CI for p doesn't match hypothesis test.


Ambassador to the humans
I knew it was possible but never actually ran into it before with some real data. The confidence interval for p produced by R didn't match the results from the hypothesis test. R uses the Clopper-Pearson method by default to make the confidence intervals when using binom.test.

Here is the output for anybody interested. Like I said I knew it could happen theoretically but laughed when it finally actually happened to me so I thought I would share.

> binom.test(12, 99, .2011)

	Exact binomial test

data:  12 and 99
number of successes = 12, number of trials = 99, p-value = 0.04525
alternative hypothesis: true probability of success is not equal to 0.2011
95 percent confidence interval:
 0.06422779 0.20216260
sample estimates:
probability of success 
I would have run this classical one (the asymptotic method):

(These are a little bit off topic since the Ci and test match, but they are tests about the binomial distribution.)


phat <- 12/99 
se   <- sqrt(phat*(1-phat)/99)
lo   <- phat - 1.96*se
hi   <- phat + 1.96*se
# the "asymptotic" method

(phat - 0.2011)/se 

binom.test(12, 99, .2011)

binom.confint(12, 99, conf.level = 0.95, methods = "exact" )
binom.confint(12, 99, conf.level = 0.95, methods = "all" )

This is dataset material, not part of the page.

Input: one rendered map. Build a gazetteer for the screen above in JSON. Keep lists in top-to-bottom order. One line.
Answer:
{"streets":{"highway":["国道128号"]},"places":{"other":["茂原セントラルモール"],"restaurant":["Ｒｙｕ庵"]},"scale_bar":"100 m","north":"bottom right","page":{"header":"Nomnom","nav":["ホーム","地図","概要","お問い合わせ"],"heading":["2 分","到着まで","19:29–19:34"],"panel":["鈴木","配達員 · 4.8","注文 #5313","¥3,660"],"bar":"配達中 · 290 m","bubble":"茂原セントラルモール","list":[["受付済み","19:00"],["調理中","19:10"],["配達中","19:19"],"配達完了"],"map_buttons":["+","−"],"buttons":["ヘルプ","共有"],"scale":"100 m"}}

prop.test(c(12, 5),c(99,99))

#prop.test mentioned in: Chihara Hesterberg 
# "Mathematical Statistics with resampling and R" 2011,  page 195

# Brown Interval Estimation for a Binomial Proportion
But then then I came across “binom.confint” function.

And the function “prop.test” was mentioned in Chihara Hesterberg.

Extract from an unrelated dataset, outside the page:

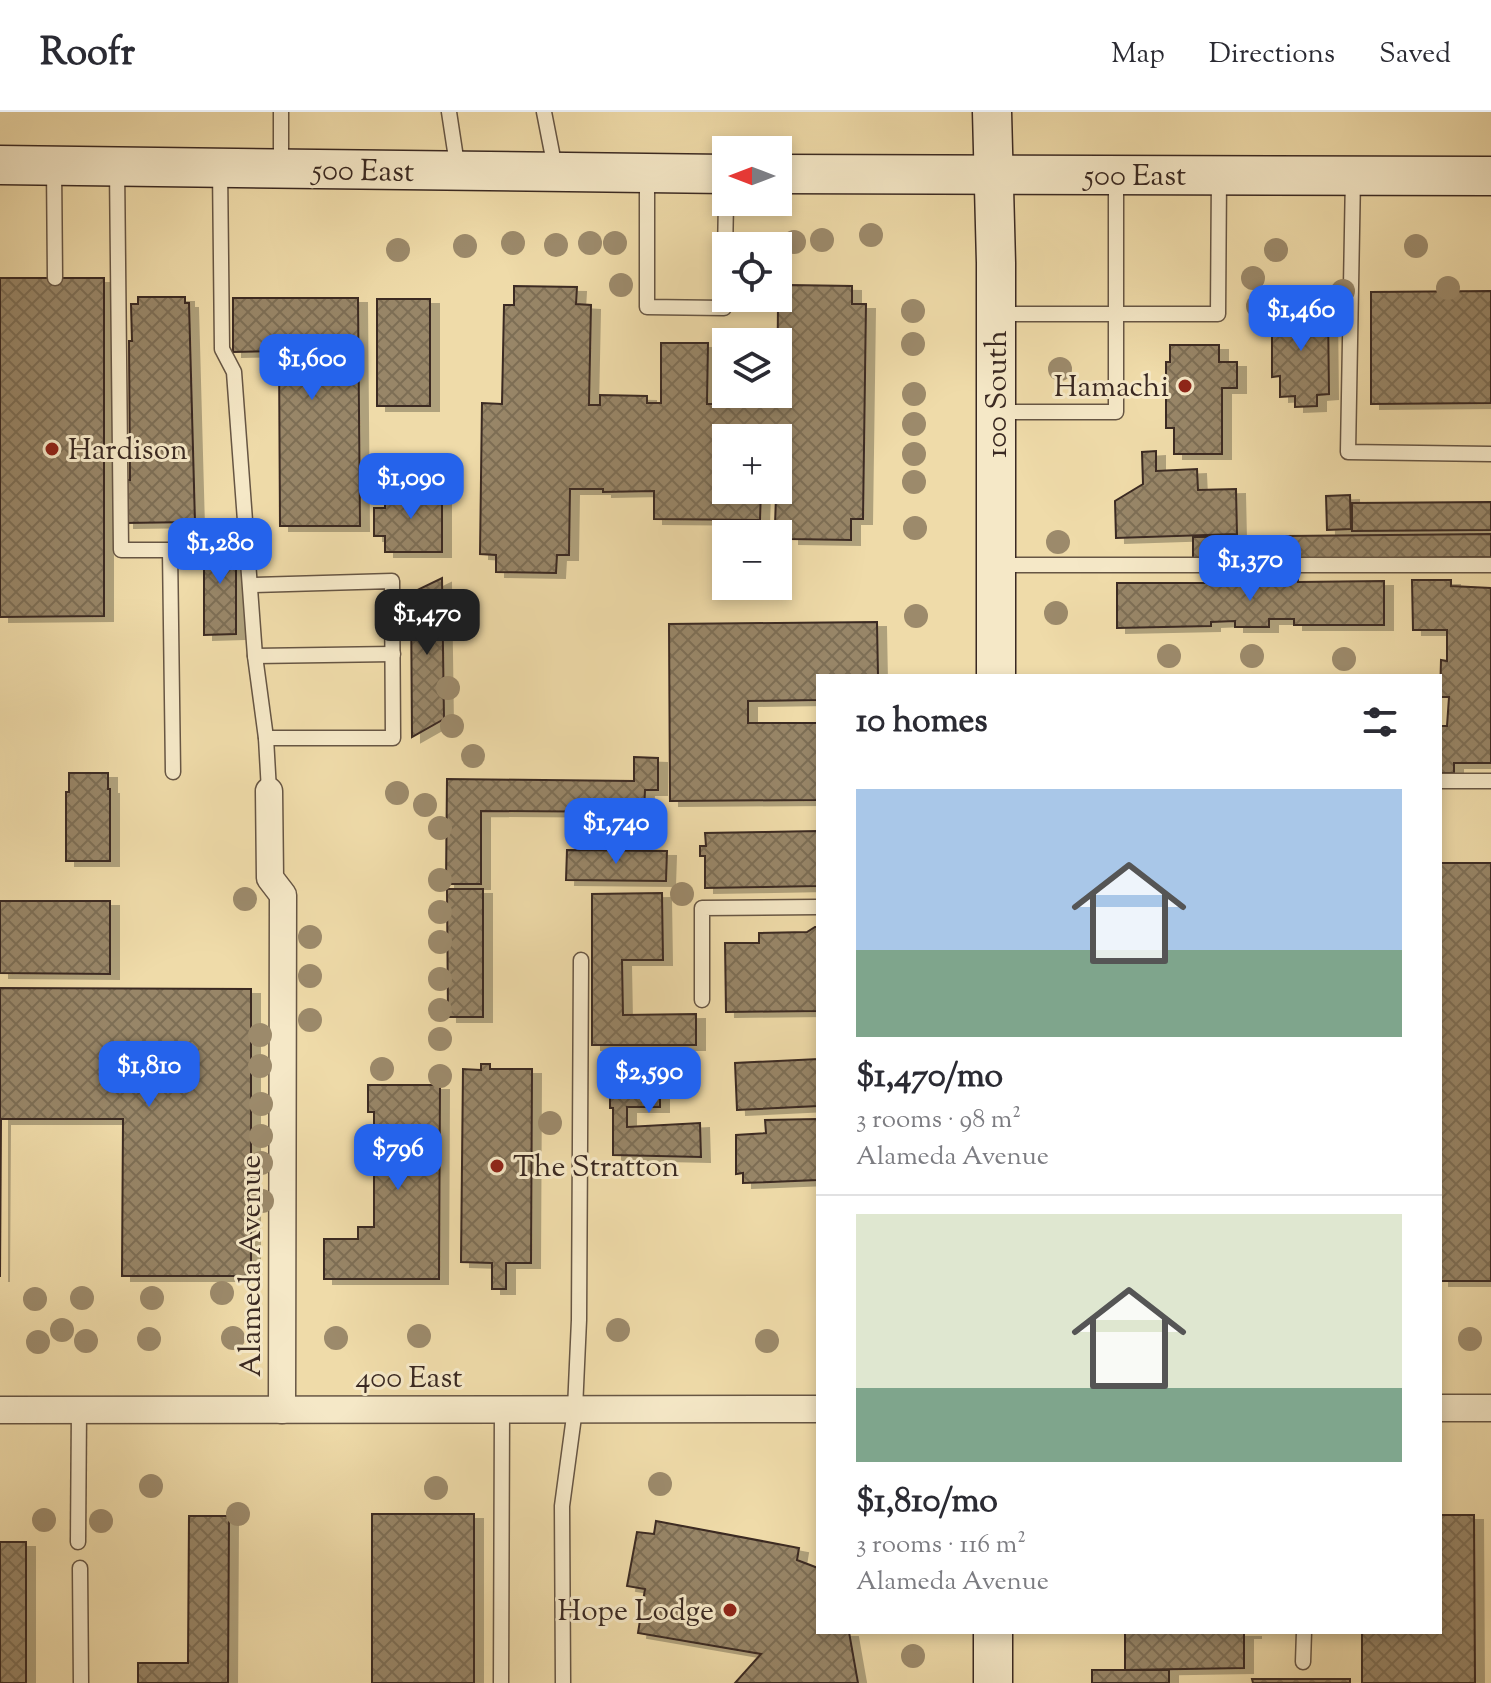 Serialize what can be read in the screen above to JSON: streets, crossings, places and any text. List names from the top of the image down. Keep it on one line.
{"streets":{"street":["500 East","100 South","Alameda Avenue","400 East"]},"crossings":[["500 East","100 South"],["Alameda Avenue","400 East"]],"places":["Hamachi","Hardison","The Stratton","Hope Lodge"],"north":"left","page":{"header":"Roofr","nav":["Map","Directions","Saved"],"map_buttons":["+","−"],"price":["$1,460","$1,600","$1,090","$1,280","$1,370","$1,470","$1,740","$1,810","$2,590","$796"],"heading":"10 homes","list":[{"name":"$1,470/mo","note":"3 rooms · 98 m² · Alameda Avenue"},{"name":"$1,810/mo","note":"3 rooms · 116 m² · Alameda Avenue"}]}}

Brown et. al. had this fun conclusion:

“The standard Wald interval is in nearly universal use. We first show that the performance
of this standard interval is persistently chaotic and unacceptably poor. Indeed its coverage
properties defy all conventional wisdom, much more than is presently widely understood.
The performance is so erratic and the qualifications given in the in the influential texts are so
defective, that the standard interval should not be used. We provide a fairly comprehensive
evaluation of many natural alternative intervals. Based on this analysis, we recommend the
Wilson or the equal-tailed Jeffrey prior interval for small n (n <= 40), and the Agresti-Coull
interval for n >= 40. Even for small sample sizes the easy to present Agresti-Coull interval
is much preferable to the standard one.”

Lawrence D. Brown, T. Tony Cai and Anirban DasGupta
“Interval Estimation for a Binomial Proportion”